For anyone who's not too sure what I'm talking about here's quite a good wee introduction: https://www.samarins.com/glossary/battery-sensor.html
We are old so pretty much observing lock down. However we are both fit and as healthy as most of our age so we go walks etc all observing the proper distancing. Don't use the car for any of it though. Once a week we drive for half an hour across the city to a small town just outside the city limits to give support - observing strict distancing - to a family member who is recovering from a psychotic illness. An hour chatting over the garden gate is helping a lot. Then we drive back. All very safe, no contact with anyone. I accept that if the car breaks down things will be more difficult but it's quite a new car and, being a retired mechanic, I keep it in good nick - couple of friends own garages too so help would be easily available. My immediate concern is that I think my battery is suffering due to lack of use with all this lock down nonsense. In total it's getting about an hour's running a week. The car has never failed to start and cranks enthusiastically each time. The battery is an Enhanced Flooded type and I've been monitoring battery voltage for the last few weeks. Typically it will read around 12.5 to 12.6 volts if checked a few hours after returning home (so any surface charge effect will have dissipated) This, whilst not fantastic, is probably reasonable for a four+ year old battery but by the end of the week - might be 8 or 9 days sometimes - it's dropped to around 12.1 volts which is not so great at all. - Still spins up nice and fast and starts well though. The indicator window on top of the cells is staying black too. There is probably current drain going on with the alarm and all the other electronic nonsense in the car and I don't want to delve too deeply whilst our local auto sparks is closed so I would like to be able to leave it on the charger (which can do maintenance charging) when I'm not using it.
I'm going to try to post a picture when I'm finished, so let's assume that works? then the first thing to say is you can see that my battery charger is a "smart" charger which is suitable for connecting to batteries which are still in circuit with the car (says so in it's brochure/instructions.) I seem to remember in the previous post that a recommendation was made to connect the negative charger lead to that domed nut you can see just above the negative crock clip and I've come across a pdf for the Ateca which actually tells you to connect the negative charger lead here (positive clip to pos battery terminal).
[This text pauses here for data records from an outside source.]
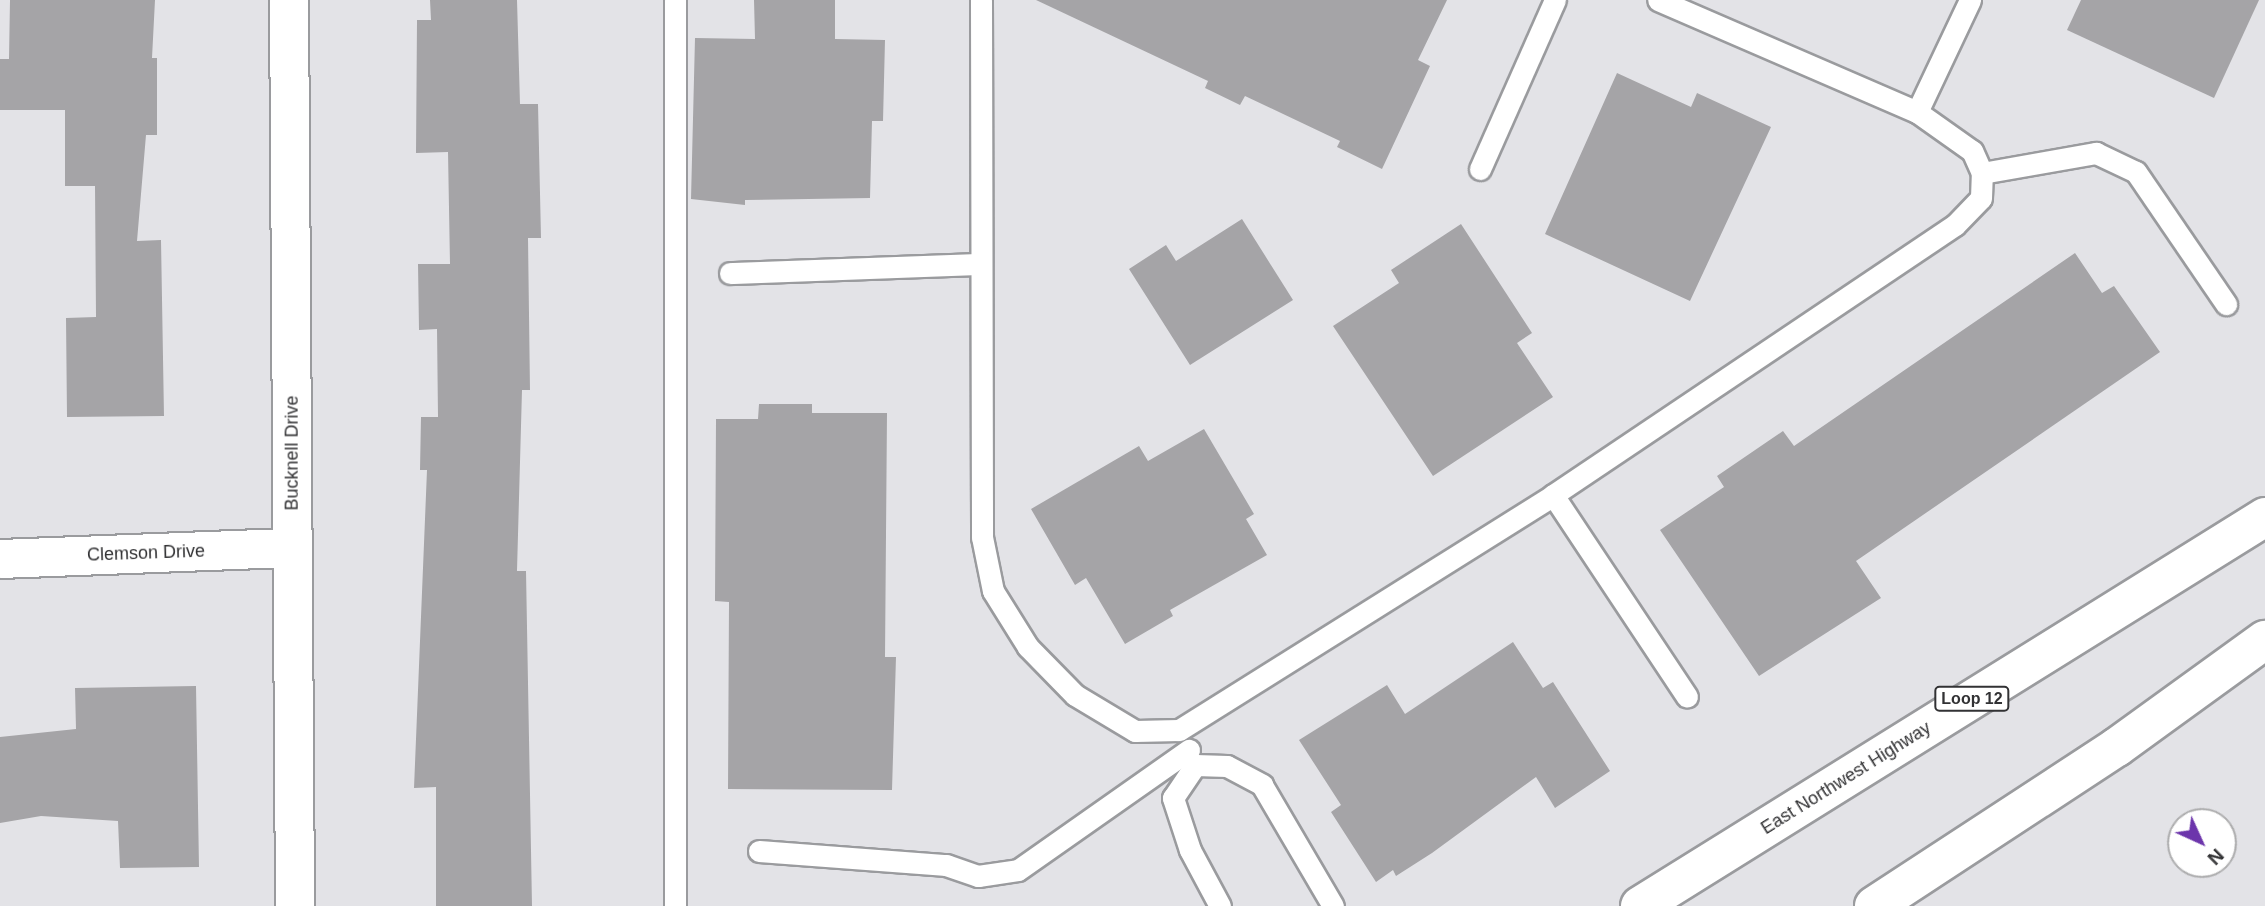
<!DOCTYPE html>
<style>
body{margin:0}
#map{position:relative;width:2265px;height:906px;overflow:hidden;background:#e3e3e7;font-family:Arial,sans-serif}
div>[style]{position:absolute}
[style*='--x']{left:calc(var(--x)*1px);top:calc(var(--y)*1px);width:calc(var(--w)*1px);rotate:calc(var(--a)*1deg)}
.building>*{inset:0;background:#a5a4a7}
.roads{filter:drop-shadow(2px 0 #9a9b9e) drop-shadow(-2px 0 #9a9b9e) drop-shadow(0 2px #9a9b9e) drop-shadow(0 -2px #9a9b9e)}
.service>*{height:21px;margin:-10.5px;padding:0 10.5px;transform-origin:10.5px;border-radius:10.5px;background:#fff}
.minor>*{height:38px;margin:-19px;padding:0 19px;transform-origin:19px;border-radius:19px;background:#fff}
.primary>*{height:38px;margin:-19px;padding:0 19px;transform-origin:19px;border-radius:19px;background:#fff}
span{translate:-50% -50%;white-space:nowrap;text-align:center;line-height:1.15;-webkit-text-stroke:5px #fff;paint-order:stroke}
.shield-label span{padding:2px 5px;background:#fff;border:2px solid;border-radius:5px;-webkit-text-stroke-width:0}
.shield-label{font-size:16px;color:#323234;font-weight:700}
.street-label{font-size:18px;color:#323234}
.north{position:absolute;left:2167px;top:808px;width:70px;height:70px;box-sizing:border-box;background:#fff;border:2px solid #adadae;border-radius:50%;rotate:135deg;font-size:19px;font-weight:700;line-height:28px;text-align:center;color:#323234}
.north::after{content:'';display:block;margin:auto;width:24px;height:32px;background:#6c35ab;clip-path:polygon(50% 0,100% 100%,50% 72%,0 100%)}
</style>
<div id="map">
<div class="building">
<div style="clip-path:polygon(10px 0,155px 0,152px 58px,157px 58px,157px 135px,146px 135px,137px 241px,161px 240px,164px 416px,67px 417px,66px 318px,96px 317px,95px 186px,65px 186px,65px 110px,0 110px,0 59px,9px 59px)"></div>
<div style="clip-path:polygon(430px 0,517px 0,520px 104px,538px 104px,541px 238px,528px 238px,530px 390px,522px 390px,517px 571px,526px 571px,532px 906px,436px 906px,436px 787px,414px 788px,427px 470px,420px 470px,421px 417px,438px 417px,437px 329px,419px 330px,418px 264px,450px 264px,448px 152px,416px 153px,417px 20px,431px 20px)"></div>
<div style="clip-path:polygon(754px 0,835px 0,835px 39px,885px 40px,883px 121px,872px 121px,870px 198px,745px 200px,745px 205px,691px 199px,695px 38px,755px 39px)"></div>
<div style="clip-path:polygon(1036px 0,1447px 0,1418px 60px,1430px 66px,1382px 169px,1337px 147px,1340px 141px,1245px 96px,1240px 105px,1205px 88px,1208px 81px)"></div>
<div style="clip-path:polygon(2081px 0,2259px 0,2214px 98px,2067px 30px)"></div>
<div style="clip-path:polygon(1617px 73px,1691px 107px,1697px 93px,1771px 127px,1690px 301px,1545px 234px)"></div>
<div style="clip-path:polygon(1242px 219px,1293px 300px,1190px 365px,1129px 269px,1166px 245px,1176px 261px)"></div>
<div style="clip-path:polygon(1461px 224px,1532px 333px,1517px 343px,1553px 397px,1433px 476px,1333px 326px,1399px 283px,1391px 270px)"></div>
<div style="clip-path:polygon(2075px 253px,2102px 293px,2114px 286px,2160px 352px,1856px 561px,1881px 598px,1759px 676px,1660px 530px,1724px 487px,1717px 476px,1783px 431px,1794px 446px)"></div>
<div style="clip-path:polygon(759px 404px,812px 404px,812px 413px,887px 413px,885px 657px,896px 657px,892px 790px,728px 789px,729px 602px,715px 601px,716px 419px,758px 419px)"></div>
<div style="clip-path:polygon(1204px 429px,1254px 514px,1246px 519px,1267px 555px,1170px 610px,1173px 616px,1125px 644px,1086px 578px,1075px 585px,1031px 509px,1139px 446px,1148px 461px)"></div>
<div style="clip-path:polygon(1513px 642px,1543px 688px,1553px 682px,1610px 771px,1555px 808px,1536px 777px,1432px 853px,1396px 876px,1393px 870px,1376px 882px,1331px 812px,1341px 805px,1299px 740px,1387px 685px,1405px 714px)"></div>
<div style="clip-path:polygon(196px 686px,199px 867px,120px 868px,118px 821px,41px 816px,0 823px,0 737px,76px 729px,75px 688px)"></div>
</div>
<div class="roads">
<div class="service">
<div style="--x:675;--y:0;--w:906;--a:90"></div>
<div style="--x:981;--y:0;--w:537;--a:89.89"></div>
<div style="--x:982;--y:537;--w:55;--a:78.5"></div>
<div style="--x:993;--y:591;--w:66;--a:58"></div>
<div style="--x:1028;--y:647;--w:67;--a:45.6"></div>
<div style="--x:1075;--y:695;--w:70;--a:31"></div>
<div style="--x:1135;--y:731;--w:44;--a:-1.3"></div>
<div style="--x:1179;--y:730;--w:442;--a:-32.1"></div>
<div style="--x:1553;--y:495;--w:484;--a:-33.9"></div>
<div style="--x:1955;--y:225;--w:37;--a:-46"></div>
<div style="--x:1981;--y:198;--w:25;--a:-88"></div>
<div style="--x:1982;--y:173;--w:24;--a:-114"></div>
<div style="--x:1972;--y:151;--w:67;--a:-144.7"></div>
<div style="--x:1917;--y:112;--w:282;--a:-156.6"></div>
<div style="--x:1917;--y:112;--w:124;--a:-64.7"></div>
<div style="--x:1480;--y:169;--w:185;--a:-66.1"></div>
<div style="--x:1982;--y:173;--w:116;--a:-10"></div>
<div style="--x:2096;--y:153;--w:44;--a:25.4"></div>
<div style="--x:2136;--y:172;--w:160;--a:55.7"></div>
<div style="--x:730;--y:273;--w:251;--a:-2.1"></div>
<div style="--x:1553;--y:495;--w:242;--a:56.4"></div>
<div style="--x:759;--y:851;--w:188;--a:4.3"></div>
<div style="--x:946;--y:865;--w:34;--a:19"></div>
<div style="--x:978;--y:876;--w:40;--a:-8.5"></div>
<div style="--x:1018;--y:870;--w:209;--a:-35.1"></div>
<div style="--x:1220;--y:906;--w:64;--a:-118.2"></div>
<div style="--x:1190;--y:850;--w:55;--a:-108.1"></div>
<div style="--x:1173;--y:798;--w:40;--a:-56"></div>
<div style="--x:1195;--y:765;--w:32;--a:2"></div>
<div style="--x:1227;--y:766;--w:40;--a:28"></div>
<div style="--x:1262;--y:785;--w:140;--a:59.6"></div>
</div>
<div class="minor">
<div style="--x:289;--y:0;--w:906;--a:89.62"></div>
<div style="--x:0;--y:559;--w:292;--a:-2.2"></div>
</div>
<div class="primary">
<div style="--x:1640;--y:906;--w:736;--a:-31.9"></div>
<div style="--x:1874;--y:906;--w:290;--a:-33.2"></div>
<div style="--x:2117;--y:747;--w:183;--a:-35.9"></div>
</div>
</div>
<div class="shield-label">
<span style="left:1972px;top:699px">Loop 12</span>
</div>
<div class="street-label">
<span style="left:292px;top:453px;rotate:-90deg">Bucknell Drive</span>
<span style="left:146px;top:553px;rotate:-2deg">Clemson Drive</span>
<span style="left:1846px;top:778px;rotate:-32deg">East Northwest Highway</span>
</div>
<div class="north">N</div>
</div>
The big question is though, has anyone tried doing this. I'm an "old school" mechanic so modern electronics are all a bit "smoke and mirrors" to me and, despite having read the Ateca manual I don't feel all that confident. - of course my car is not an Ateca, it's an Ibiza, but the setup looks visually the same. I noticed that my Ibiza manual says to connect the negative lead here if jump starting as does the Ateca, so I think they are the same. By the way, for those not "in the know", (and assuming I manage to post the picture!) if you look at the right battery terminal - which is the earth - can you see a black plastic thingy which is part of the cable terminal ? it's got a wee connector coming out of it's top. That's the sensor. Worth knowing too that if you try a jump start by connecting to both battery terminals (as you could, but would be best not too, on the old cars) you'll almost certainly be shelling out for a new one! The general info on jump starts now - if you dare? - is to go pos to pos on the two batteries but then chassis to chassis with the negative lead (I go engine block to engine block - when I'm feeling brave enough to try it, which isn't often) I believe this ensures that the sensor is not subject to a reverse current.
So, after all that, will I be Ok to connect my charger's pos crock to the battery pos and charger neg crock to that big domed earth nut on the inner wing - you can see it in the picture just above the charger's neg crock connector. Thanks in advance for any help.